------ THE RECORDS ------

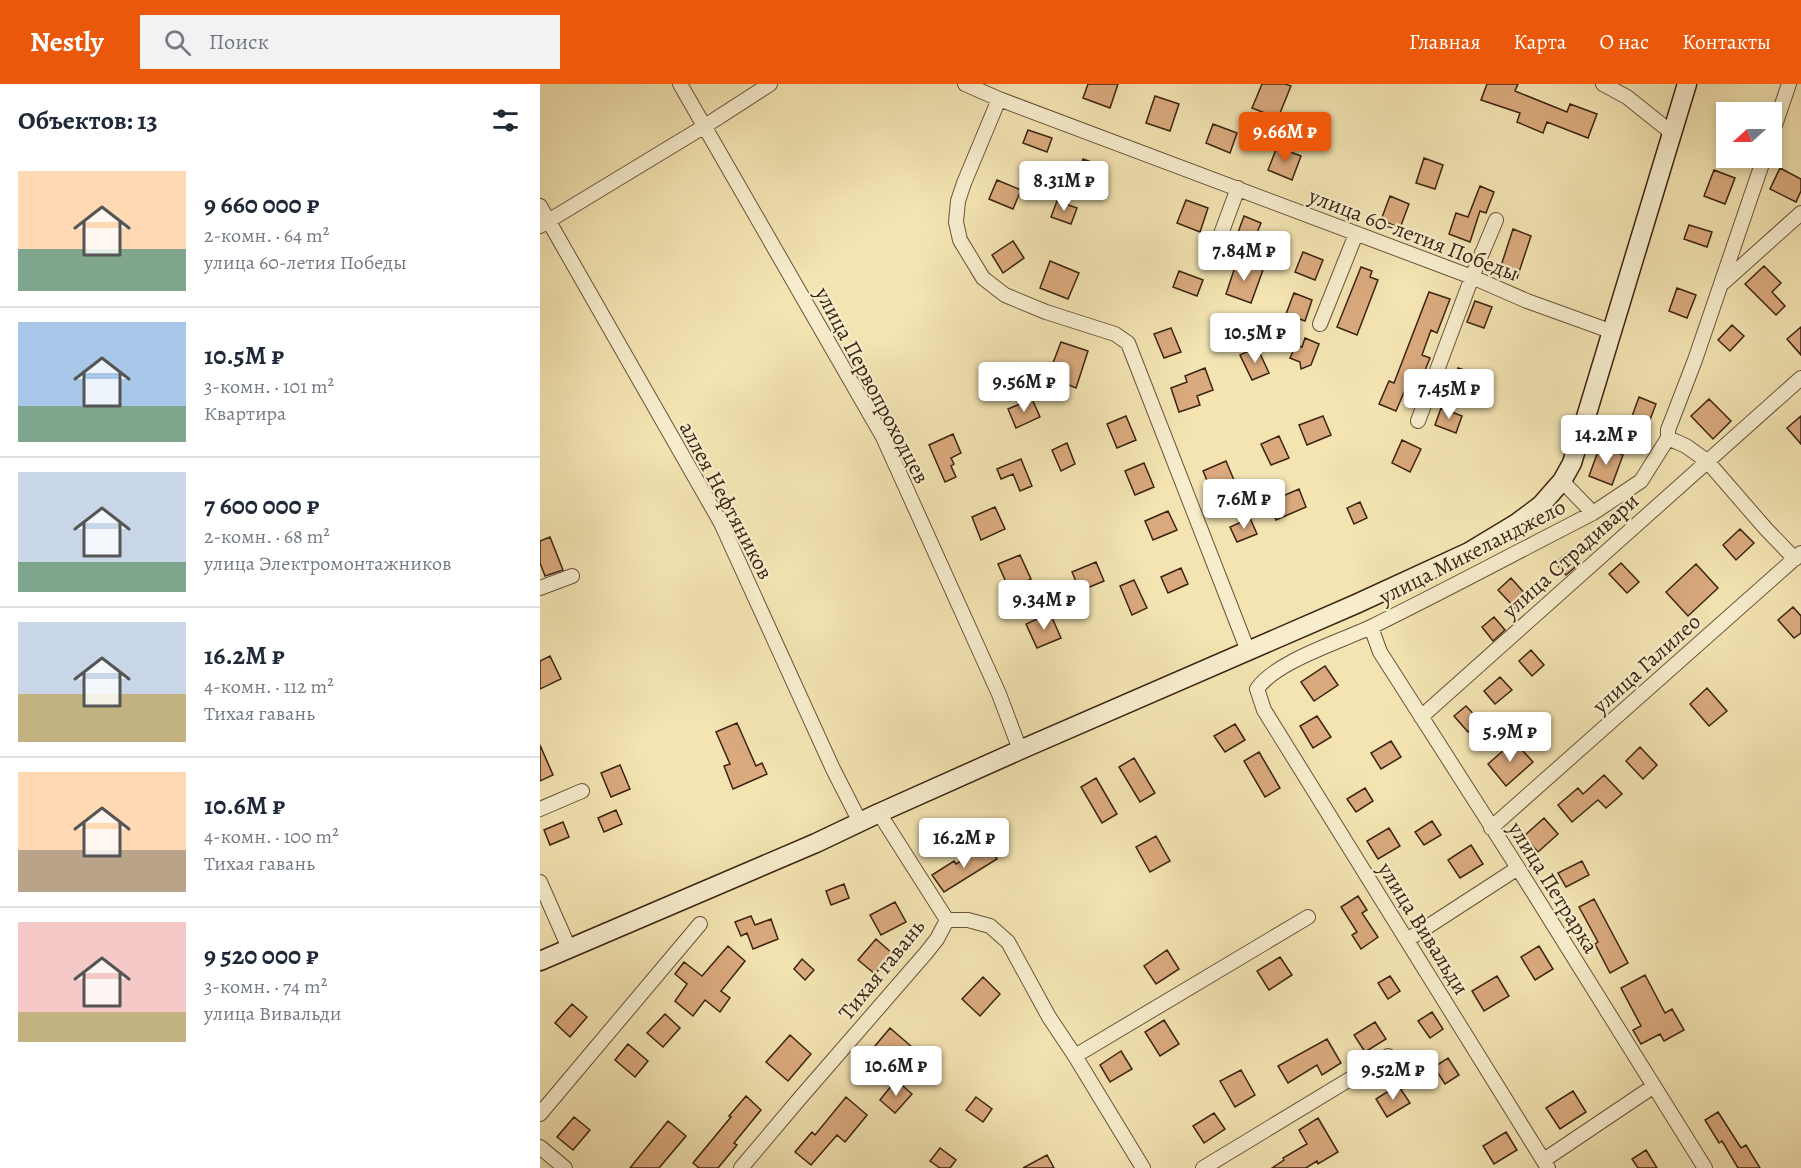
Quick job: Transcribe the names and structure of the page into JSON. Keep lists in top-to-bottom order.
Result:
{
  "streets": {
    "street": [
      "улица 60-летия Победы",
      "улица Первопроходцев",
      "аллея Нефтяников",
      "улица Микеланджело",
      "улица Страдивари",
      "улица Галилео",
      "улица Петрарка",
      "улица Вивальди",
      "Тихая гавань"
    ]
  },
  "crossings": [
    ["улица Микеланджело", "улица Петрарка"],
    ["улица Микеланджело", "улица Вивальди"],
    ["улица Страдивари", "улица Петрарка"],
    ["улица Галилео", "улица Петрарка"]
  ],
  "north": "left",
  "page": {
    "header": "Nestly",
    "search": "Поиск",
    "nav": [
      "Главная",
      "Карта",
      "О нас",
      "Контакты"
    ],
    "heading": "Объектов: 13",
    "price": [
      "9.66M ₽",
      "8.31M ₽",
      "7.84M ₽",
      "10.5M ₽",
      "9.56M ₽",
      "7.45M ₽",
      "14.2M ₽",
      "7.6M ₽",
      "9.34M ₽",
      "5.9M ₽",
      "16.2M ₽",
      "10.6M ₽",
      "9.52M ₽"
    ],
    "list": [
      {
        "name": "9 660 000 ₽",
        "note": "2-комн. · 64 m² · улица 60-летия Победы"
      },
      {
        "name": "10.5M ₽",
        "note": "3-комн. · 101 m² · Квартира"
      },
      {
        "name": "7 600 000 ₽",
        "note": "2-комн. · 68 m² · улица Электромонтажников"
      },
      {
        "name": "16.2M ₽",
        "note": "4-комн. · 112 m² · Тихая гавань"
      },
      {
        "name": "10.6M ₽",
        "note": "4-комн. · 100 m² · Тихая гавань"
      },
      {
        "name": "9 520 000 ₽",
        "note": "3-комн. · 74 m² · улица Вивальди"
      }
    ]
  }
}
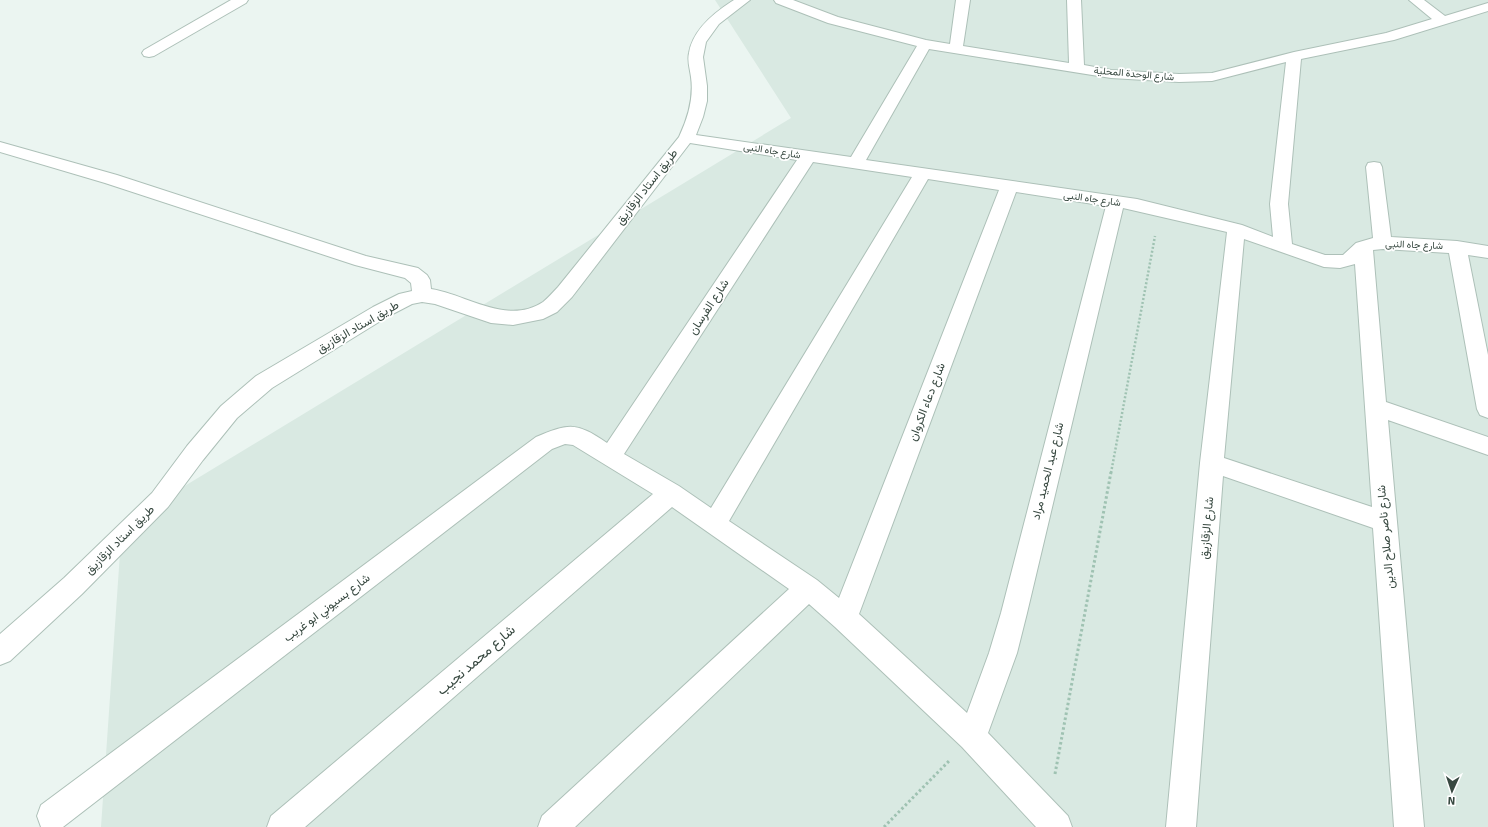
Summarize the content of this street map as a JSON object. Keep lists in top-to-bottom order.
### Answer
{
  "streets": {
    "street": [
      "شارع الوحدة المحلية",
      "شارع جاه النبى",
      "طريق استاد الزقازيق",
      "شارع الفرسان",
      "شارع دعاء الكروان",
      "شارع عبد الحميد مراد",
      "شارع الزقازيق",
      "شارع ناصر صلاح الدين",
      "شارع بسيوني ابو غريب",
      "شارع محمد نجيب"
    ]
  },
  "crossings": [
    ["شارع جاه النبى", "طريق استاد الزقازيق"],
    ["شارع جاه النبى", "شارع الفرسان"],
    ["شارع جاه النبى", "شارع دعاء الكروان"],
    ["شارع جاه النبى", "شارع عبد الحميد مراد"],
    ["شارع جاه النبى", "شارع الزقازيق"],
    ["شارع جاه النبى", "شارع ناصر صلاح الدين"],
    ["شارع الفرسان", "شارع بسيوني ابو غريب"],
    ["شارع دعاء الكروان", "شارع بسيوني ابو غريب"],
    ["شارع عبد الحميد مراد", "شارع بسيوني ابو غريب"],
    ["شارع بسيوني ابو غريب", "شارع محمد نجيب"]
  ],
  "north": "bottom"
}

------

Copy each line of the listing that contains the string "طريق".

**RESULT FOR THIS TASK**
      "طريق استاد الزقازيق",
    ["شارع جاه النبى", "طريق استاد الزقازيق"],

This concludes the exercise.